Give again only those lines from the start of the entries through the line holding "translate:-50% -50%; white-space:nowrap;", leaving them as they are.

Saved data entries
=== Begin Enclosure ===

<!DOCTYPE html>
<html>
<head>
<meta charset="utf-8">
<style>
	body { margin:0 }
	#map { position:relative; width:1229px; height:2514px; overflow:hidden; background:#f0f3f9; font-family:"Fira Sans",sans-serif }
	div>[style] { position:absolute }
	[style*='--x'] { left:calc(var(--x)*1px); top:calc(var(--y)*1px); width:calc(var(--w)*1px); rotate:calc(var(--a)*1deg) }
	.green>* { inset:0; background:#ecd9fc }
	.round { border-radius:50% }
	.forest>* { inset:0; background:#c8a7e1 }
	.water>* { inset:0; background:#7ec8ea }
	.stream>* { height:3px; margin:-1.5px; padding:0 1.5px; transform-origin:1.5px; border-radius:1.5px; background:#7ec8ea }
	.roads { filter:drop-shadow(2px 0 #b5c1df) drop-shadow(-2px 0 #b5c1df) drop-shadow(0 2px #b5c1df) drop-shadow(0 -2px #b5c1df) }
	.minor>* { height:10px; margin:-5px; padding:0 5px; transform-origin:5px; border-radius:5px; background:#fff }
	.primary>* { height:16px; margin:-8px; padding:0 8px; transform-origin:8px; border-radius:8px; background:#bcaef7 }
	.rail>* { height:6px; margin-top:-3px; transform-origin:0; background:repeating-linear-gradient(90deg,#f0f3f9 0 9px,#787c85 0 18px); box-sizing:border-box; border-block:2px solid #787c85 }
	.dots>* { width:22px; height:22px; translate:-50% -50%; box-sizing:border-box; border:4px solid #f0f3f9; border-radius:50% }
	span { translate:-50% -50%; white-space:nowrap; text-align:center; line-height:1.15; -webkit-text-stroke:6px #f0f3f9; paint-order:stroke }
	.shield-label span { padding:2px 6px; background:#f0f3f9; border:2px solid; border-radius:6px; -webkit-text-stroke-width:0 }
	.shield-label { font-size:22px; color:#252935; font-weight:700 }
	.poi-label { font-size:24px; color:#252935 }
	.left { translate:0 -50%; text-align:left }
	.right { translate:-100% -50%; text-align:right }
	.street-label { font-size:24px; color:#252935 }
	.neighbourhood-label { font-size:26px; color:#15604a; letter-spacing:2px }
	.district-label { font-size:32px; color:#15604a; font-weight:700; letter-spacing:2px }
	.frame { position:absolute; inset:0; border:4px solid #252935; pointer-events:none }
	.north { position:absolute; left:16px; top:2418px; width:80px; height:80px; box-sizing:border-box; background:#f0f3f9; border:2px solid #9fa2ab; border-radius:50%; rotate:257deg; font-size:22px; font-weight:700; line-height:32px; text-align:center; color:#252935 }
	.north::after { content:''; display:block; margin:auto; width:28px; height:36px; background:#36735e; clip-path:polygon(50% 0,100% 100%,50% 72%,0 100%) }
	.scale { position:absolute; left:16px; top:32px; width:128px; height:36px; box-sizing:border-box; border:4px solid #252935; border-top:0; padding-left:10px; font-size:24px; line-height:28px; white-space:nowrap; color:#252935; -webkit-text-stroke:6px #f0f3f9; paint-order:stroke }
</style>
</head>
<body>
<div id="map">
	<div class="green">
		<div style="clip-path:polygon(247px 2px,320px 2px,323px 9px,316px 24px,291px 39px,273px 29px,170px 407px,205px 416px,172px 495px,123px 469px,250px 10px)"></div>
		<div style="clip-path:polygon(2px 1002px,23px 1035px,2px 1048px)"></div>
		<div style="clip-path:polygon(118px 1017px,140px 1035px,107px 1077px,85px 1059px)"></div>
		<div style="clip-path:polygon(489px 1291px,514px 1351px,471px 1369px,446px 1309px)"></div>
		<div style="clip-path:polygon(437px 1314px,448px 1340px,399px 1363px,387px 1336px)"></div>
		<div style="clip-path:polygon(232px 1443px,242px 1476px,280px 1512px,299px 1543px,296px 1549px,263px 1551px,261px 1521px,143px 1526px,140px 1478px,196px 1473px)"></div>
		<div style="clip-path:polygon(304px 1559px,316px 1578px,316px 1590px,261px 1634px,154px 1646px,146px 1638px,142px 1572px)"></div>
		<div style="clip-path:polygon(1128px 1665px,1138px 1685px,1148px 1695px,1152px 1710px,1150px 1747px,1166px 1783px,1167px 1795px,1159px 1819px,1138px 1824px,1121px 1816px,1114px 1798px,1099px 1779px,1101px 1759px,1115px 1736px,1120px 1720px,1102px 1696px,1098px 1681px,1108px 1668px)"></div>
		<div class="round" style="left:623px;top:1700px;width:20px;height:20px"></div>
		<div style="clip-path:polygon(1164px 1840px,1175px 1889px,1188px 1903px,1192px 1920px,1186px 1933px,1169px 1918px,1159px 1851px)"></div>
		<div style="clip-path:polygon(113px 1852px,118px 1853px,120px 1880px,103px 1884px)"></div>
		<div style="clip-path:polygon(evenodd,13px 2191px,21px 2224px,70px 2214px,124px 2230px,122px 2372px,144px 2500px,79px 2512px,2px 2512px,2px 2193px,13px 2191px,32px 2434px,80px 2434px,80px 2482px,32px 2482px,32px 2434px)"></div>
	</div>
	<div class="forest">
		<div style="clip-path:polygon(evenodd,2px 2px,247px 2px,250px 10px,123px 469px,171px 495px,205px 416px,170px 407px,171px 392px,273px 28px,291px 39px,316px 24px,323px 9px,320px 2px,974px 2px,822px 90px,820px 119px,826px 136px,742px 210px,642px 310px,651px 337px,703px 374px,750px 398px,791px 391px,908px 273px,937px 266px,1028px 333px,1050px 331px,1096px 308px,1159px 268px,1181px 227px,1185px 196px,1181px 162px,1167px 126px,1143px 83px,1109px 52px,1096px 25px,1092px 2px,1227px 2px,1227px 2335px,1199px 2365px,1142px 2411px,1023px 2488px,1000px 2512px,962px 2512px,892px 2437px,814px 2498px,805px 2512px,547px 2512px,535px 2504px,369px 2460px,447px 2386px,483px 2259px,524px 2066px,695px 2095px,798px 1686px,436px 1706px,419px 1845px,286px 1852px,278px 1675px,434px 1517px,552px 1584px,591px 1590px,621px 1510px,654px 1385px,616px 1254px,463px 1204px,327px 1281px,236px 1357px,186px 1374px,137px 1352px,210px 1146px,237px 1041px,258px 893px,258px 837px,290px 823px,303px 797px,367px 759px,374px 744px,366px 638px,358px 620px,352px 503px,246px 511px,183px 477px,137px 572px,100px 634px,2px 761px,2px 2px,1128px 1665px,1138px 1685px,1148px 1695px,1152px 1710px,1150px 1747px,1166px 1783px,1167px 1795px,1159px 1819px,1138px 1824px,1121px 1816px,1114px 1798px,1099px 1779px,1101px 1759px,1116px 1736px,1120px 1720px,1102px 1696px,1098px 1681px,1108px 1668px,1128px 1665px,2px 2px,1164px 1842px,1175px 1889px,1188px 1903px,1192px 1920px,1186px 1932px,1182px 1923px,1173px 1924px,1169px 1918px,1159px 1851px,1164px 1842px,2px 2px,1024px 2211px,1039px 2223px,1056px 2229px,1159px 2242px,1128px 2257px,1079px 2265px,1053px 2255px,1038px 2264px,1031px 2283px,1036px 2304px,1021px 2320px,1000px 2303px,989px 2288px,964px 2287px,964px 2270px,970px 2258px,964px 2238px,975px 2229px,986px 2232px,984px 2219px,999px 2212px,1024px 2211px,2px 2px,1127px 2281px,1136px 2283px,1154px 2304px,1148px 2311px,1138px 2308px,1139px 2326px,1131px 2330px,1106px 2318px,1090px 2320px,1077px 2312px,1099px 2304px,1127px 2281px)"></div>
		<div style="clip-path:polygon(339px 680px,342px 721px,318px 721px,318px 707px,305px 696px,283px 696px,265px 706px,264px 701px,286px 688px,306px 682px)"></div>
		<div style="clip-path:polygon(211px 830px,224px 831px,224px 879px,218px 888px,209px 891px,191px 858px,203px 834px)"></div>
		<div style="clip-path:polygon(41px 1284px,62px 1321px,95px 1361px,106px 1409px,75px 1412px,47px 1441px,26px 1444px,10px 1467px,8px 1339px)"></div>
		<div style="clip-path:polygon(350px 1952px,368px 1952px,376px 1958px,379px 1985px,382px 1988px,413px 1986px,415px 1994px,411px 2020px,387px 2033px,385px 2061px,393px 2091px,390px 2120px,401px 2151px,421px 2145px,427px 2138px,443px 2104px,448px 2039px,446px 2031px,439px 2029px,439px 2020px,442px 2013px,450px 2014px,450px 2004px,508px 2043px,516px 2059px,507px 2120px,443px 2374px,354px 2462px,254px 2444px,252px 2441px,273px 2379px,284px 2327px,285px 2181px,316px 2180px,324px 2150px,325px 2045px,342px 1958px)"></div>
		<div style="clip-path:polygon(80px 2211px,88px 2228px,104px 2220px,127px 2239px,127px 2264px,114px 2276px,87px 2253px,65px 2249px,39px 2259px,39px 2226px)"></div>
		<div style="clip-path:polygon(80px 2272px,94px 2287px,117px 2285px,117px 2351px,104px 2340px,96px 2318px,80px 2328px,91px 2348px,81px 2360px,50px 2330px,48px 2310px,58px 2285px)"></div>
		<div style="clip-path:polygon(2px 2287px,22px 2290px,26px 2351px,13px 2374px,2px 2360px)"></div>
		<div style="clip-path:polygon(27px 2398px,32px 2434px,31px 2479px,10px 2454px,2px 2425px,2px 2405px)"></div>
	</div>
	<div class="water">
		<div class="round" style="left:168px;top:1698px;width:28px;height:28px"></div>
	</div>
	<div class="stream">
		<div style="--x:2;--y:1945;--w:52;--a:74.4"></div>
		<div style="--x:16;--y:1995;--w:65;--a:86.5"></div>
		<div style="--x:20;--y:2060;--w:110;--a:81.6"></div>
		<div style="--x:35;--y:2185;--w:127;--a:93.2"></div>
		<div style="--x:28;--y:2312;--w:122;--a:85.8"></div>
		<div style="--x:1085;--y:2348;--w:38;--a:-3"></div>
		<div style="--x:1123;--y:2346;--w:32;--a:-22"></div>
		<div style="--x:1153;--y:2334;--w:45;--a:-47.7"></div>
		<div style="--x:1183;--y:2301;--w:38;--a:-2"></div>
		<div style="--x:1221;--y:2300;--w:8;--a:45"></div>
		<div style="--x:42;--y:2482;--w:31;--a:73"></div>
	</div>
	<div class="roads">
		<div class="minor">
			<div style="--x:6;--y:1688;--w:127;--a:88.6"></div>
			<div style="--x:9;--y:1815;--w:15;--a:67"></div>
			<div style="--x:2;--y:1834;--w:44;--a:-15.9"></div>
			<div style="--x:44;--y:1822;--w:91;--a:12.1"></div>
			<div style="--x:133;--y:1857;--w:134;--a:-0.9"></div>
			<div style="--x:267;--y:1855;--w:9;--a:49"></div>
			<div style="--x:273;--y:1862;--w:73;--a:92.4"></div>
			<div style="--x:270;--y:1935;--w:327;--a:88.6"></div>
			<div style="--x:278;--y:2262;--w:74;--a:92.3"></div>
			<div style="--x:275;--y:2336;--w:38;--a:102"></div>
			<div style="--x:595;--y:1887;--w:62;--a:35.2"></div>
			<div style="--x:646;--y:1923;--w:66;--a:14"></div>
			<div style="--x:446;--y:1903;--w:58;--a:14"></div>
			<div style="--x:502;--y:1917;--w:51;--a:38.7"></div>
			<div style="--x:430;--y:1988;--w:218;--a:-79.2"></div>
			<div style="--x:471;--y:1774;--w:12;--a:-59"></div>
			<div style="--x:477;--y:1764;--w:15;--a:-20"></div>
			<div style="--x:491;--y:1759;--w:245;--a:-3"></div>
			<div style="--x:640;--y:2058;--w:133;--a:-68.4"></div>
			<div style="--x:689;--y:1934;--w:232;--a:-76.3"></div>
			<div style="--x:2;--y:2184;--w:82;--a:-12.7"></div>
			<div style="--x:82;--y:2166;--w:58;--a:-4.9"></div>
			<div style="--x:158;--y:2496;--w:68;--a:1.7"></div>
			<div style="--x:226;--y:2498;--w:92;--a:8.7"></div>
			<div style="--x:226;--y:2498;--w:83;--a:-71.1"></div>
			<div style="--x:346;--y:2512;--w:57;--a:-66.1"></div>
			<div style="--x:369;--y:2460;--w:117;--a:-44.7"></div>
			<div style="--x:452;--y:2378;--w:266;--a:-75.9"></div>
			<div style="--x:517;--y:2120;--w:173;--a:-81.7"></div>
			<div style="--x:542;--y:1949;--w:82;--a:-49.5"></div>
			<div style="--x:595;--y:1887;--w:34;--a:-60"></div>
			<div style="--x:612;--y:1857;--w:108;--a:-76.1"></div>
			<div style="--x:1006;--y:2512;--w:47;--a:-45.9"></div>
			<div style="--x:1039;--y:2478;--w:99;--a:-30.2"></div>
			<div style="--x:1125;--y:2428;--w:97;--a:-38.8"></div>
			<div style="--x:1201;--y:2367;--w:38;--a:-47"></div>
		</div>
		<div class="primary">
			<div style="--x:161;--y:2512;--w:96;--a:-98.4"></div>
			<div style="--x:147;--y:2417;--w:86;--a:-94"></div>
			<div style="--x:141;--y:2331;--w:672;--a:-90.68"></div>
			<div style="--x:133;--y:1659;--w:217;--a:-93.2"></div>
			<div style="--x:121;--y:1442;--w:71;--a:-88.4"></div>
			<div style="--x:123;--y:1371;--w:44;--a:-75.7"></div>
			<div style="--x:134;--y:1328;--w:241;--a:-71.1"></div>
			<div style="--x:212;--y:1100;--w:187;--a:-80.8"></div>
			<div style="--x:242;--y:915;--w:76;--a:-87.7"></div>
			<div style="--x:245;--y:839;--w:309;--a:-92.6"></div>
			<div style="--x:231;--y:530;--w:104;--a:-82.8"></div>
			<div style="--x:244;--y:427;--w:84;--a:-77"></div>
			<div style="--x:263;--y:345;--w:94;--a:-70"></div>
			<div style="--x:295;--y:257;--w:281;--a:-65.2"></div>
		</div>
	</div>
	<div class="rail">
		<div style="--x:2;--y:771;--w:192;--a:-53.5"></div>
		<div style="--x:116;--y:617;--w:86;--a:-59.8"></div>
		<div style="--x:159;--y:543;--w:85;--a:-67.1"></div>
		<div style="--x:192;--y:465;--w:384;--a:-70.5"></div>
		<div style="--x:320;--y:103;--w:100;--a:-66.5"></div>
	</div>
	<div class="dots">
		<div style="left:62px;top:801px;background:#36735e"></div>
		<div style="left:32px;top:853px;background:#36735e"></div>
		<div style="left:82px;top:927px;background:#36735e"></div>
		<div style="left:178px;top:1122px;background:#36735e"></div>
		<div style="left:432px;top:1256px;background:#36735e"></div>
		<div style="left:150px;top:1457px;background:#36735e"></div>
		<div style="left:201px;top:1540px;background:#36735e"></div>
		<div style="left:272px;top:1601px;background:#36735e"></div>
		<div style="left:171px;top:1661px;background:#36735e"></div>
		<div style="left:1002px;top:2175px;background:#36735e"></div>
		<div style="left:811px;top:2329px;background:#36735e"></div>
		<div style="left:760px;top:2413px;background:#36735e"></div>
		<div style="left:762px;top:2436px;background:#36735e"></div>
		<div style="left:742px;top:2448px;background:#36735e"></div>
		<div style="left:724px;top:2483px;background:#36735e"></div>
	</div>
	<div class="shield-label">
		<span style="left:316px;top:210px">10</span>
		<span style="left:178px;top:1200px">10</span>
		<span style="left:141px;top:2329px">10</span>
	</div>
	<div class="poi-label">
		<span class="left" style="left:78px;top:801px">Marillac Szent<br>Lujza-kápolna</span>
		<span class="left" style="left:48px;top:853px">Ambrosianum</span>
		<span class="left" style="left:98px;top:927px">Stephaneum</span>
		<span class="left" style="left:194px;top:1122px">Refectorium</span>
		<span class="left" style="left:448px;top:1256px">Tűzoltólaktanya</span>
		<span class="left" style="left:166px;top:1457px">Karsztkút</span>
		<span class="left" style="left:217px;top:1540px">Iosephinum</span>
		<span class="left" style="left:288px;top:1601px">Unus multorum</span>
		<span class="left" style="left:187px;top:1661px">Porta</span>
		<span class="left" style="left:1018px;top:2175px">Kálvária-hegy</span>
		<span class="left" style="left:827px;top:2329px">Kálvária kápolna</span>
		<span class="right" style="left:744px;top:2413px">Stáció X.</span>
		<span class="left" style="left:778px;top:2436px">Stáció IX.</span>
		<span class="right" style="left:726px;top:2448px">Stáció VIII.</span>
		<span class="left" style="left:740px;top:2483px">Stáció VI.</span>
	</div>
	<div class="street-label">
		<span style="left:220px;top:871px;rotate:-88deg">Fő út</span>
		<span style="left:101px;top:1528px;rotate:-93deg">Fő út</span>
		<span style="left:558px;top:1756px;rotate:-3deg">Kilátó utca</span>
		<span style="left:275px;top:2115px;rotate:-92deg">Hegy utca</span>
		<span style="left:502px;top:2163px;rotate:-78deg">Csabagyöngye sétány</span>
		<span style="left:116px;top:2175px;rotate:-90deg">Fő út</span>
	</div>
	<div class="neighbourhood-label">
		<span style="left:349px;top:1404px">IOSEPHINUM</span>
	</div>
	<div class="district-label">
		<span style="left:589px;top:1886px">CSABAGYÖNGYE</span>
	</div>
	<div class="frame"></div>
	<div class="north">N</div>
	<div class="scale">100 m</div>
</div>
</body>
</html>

=== End Enclosure ===

[The answer]
<!DOCTYPE html>
<html>
<head>
<meta charset="utf-8">
<style>
	body { margin:0 }
	#map { position:relative; width:1229px; height:2514px; overflow:hidden; background:#f0f3f9; font-family:"Fira Sans",sans-serif }
	div>[style] { position:absolute }
	[style*='--x'] { left:calc(var(--x)*1px); top:calc(var(--y)*1px); width:calc(var(--w)*1px); rotate:calc(var(--a)*1deg) }
	.green>* { inset:0; background:#ecd9fc }
	.round { border-radius:50% }
	.forest>* { inset:0; background:#c8a7e1 }
	.water>* { inset:0; background:#7ec8ea }
	.stream>* { height:3px; margin:-1.5px; padding:0 1.5px; transform-origin:1.5px; border-radius:1.5px; background:#7ec8ea }
	.roads { filter:drop-shadow(2px 0 #b5c1df) drop-shadow(-2px 0 #b5c1df) drop-shadow(0 2px #b5c1df) drop-shadow(0 -2px #b5c1df) }
	.minor>* { height:10px; margin:-5px; padding:0 5px; transform-origin:5px; border-radius:5px; background:#fff }
	.primary>* { height:16px; margin:-8px; padding:0 8px; transform-origin:8px; border-radius:8px; background:#bcaef7 }
	.rail>* { height:6px; margin-top:-3px; transform-origin:0; background:repeating-linear-gradient(90deg,#f0f3f9 0 9px,#787c85 0 18px); box-sizing:border-box; border-block:2px solid #787c85 }
	.dots>* { width:22px; height:22px; translate:-50% -50%; box-sizing:border-box; border:4px solid #f0f3f9; border-radius:50% }
	span { translate:-50% -50%; white-space:nowrap; text-align:center; line-height:1.15; -webkit-text-stroke:6px #f0f3f9; paint-order:stroke }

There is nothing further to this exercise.